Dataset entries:
———

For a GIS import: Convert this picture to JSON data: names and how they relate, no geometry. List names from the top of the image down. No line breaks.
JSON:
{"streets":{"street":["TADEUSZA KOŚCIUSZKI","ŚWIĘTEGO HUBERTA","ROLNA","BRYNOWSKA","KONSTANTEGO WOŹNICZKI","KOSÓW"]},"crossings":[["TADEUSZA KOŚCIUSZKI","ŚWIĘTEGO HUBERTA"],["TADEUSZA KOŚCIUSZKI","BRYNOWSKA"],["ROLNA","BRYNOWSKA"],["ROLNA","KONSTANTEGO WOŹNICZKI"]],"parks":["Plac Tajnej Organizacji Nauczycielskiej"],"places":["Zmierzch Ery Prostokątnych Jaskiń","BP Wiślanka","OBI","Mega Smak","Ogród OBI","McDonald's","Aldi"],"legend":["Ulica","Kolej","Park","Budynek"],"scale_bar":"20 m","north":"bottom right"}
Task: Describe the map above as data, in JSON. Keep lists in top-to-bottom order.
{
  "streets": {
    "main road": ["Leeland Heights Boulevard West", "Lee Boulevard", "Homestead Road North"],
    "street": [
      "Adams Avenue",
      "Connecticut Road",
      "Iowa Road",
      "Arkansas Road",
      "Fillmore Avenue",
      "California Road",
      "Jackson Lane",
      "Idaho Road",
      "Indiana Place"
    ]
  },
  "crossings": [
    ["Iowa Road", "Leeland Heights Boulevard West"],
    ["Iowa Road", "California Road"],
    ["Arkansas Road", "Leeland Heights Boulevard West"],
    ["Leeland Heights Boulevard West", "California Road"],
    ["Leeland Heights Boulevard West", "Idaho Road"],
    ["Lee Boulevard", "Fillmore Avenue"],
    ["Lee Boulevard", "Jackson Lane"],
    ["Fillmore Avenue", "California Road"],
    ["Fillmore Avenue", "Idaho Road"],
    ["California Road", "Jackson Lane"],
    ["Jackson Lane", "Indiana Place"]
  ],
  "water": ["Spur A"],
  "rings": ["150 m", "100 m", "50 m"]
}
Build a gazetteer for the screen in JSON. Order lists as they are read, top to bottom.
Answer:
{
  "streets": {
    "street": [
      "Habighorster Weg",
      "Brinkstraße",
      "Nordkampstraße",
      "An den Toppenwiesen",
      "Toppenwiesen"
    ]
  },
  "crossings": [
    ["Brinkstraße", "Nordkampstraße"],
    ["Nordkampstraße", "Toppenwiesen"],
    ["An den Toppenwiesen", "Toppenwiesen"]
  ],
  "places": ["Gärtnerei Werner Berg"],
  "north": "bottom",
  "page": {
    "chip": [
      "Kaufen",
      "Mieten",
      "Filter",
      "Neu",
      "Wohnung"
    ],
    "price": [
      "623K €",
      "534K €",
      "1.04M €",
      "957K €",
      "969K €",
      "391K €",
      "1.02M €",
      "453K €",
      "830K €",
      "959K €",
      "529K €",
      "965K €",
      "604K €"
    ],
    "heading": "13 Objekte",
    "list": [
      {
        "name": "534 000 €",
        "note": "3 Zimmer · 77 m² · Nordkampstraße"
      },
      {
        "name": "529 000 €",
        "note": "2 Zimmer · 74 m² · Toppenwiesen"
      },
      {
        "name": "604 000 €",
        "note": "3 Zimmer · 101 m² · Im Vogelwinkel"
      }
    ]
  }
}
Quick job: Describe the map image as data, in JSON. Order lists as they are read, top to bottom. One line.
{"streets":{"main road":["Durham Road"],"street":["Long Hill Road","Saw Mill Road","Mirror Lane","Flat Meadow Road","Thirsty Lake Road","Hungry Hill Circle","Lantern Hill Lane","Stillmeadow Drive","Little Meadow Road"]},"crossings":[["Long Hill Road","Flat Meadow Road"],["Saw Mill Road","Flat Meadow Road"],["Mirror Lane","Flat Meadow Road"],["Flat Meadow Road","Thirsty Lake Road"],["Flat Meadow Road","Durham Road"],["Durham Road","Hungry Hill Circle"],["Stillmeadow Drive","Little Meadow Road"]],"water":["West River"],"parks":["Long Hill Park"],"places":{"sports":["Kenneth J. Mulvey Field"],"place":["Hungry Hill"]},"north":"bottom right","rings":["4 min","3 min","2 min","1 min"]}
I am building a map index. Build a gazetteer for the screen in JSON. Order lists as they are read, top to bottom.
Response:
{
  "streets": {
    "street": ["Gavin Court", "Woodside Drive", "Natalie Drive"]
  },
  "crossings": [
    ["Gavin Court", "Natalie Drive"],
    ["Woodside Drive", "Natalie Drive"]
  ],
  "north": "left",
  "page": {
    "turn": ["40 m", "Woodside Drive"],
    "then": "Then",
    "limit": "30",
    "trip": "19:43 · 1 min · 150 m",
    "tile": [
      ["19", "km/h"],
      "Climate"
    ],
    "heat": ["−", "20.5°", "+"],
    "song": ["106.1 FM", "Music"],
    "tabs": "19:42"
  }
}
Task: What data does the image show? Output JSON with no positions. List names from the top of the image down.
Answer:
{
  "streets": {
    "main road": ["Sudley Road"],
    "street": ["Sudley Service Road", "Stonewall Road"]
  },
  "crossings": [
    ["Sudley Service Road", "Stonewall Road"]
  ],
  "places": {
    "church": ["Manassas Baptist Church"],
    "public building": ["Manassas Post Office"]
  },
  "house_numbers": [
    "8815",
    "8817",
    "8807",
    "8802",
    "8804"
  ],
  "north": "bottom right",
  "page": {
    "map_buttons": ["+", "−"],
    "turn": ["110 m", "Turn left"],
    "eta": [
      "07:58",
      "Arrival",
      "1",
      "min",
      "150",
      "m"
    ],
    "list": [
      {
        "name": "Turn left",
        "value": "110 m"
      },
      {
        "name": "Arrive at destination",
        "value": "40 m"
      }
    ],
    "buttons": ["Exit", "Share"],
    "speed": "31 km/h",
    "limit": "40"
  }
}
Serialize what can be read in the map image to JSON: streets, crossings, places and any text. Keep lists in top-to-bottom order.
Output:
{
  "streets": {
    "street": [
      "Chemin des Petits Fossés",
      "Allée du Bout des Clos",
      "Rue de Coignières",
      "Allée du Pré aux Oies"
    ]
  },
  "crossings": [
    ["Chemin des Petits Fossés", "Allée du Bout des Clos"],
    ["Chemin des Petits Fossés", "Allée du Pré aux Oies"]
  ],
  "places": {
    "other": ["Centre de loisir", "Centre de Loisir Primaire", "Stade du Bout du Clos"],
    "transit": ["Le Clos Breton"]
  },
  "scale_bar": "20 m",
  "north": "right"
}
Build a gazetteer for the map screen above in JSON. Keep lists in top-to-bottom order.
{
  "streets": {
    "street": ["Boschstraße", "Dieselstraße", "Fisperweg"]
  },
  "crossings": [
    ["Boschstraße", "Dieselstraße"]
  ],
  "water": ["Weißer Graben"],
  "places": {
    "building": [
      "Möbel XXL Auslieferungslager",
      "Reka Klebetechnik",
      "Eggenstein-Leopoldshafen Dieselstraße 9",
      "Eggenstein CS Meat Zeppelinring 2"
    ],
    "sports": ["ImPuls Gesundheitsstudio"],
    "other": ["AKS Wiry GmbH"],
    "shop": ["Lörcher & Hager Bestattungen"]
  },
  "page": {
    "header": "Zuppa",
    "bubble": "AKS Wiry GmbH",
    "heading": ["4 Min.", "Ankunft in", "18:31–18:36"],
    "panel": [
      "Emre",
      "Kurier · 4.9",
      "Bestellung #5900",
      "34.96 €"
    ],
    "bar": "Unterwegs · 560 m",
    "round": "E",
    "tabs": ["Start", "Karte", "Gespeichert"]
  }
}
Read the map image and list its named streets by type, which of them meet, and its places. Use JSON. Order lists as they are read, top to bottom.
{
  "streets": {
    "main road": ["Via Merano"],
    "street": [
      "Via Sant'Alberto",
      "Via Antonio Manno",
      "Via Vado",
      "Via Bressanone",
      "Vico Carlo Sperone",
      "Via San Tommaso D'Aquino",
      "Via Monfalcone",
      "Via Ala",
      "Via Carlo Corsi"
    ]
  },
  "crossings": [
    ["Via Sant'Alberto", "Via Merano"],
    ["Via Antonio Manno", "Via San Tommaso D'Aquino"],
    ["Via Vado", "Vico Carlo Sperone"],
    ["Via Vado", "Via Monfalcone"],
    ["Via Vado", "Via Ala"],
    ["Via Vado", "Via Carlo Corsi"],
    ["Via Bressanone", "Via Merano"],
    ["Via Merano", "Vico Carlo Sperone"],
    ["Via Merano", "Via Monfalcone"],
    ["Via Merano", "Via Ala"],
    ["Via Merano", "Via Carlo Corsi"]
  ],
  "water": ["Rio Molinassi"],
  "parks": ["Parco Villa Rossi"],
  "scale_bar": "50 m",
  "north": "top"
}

———

§ **Task objective**:
From the entries above, give again exactly the lines running from the line with "Quick job: Describe" to the line with "I am building"; include both of those lines.

§ **Final answer**:
Quick job: Describe the map image as data, in JSON. Order lists as they are read, top to bottom. One line.
{"streets":{"main road":["Durham Road"],"street":["Long Hill Road","Saw Mill Road","Mirror Lane","Flat Meadow Road","Thirsty Lake Road","Hungry Hill Circle","Lantern Hill Lane","Stillmeadow Drive","Little Meadow Road"]},"crossings":[["Long Hill Road","Flat Meadow Road"],["Saw Mill Road","Flat Meadow Road"],["Mirror Lane","Flat Meadow Road"],["Flat Meadow Road","Thirsty Lake Road"],["Flat Meadow Road","Durham Road"],["Durham Road","Hungry Hill Circle"],["Stillmeadow Drive","Little Meadow Road"]],"water":["West River"],"parks":["Long Hill Park"],"places":{"sports":["Kenneth J. Mulvey Field"],"place":["Hungry Hill"]},"north":"bottom right","rings":["4 min","3 min","2 min","1 min"]}
I am building a map index. Build a gazetteer for the screen in JSON. Order lists as they are read, top to bottom.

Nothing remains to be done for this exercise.